- Task directions
Below is a listing; reproduce each line of it exactly.

↓

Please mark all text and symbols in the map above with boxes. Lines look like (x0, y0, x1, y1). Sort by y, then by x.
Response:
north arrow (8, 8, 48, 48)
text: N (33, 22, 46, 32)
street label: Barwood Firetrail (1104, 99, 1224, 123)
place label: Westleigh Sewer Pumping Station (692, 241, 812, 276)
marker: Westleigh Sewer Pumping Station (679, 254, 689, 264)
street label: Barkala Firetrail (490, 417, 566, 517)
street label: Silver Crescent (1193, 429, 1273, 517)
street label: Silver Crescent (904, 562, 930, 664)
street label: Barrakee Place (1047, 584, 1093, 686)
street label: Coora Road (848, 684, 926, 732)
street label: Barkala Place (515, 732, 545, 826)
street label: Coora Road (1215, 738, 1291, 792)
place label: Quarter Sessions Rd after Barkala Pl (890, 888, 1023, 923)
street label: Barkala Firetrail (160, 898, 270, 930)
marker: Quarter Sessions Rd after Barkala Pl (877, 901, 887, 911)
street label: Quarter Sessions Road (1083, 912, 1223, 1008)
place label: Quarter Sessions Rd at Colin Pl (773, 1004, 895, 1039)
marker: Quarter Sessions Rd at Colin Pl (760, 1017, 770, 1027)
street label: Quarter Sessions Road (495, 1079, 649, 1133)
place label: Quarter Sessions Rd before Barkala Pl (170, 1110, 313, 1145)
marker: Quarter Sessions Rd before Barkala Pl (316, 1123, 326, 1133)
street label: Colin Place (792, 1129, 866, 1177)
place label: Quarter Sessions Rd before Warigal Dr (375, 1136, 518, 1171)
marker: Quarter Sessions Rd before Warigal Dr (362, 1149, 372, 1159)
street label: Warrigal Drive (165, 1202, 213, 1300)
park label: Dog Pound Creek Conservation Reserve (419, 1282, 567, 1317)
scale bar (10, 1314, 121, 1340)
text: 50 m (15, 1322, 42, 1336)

↑

- Answer box
Please mark all text and symbols in the map above with boxes. Lines look like (x0, y0, x1, y1). Sort by y, then by x.
Response:
north arrow (8, 8, 48, 48)
text: N (33, 22, 46, 32)
street label: Barwood Firetrail (1104, 99, 1224, 123)
place label: Westleigh Sewer Pumping Station (692, 241, 812, 276)
marker: Westleigh Sewer Pumping Station (679, 254, 689, 264)
street label: Barkala Firetrail (490, 417, 566, 517)
street label: Silver Crescent (1193, 429, 1273, 517)
street label: Silver Crescent (904, 562, 930, 664)
street label: Barrakee Place (1047, 584, 1093, 686)
street label: Coora Road (848, 684, 926, 732)
street label: Barkala Place (515, 732, 545, 826)
street label: Coora Road (1215, 738, 1291, 792)
place label: Quarter Sessions Rd after Barkala Pl (890, 888, 1023, 923)
street label: Barkala Firetrail (160, 898, 270, 930)
marker: Quarter Sessions Rd after Barkala Pl (877, 901, 887, 911)
street label: Quarter Sessions Road (1083, 912, 1223, 1008)
place label: Quarter Sessions Rd at Colin Pl (773, 1004, 895, 1039)
marker: Quarter Sessions Rd at Colin Pl (760, 1017, 770, 1027)
street label: Quarter Sessions Road (495, 1079, 649, 1133)
place label: Quarter Sessions Rd before Barkala Pl (170, 1110, 313, 1145)
marker: Quarter Sessions Rd before Barkala Pl (316, 1123, 326, 1133)
street label: Colin Place (792, 1129, 866, 1177)
place label: Quarter Sessions Rd before Warigal Dr (375, 1136, 518, 1171)
marker: Quarter Sessions Rd before Warigal Dr (362, 1149, 372, 1159)
street label: Warrigal Drive (165, 1202, 213, 1300)
park label: Dog Pound Creek Conservation Reserve (419, 1282, 567, 1317)
scale bar (10, 1314, 121, 1340)
text: 50 m (15, 1322, 42, 1336)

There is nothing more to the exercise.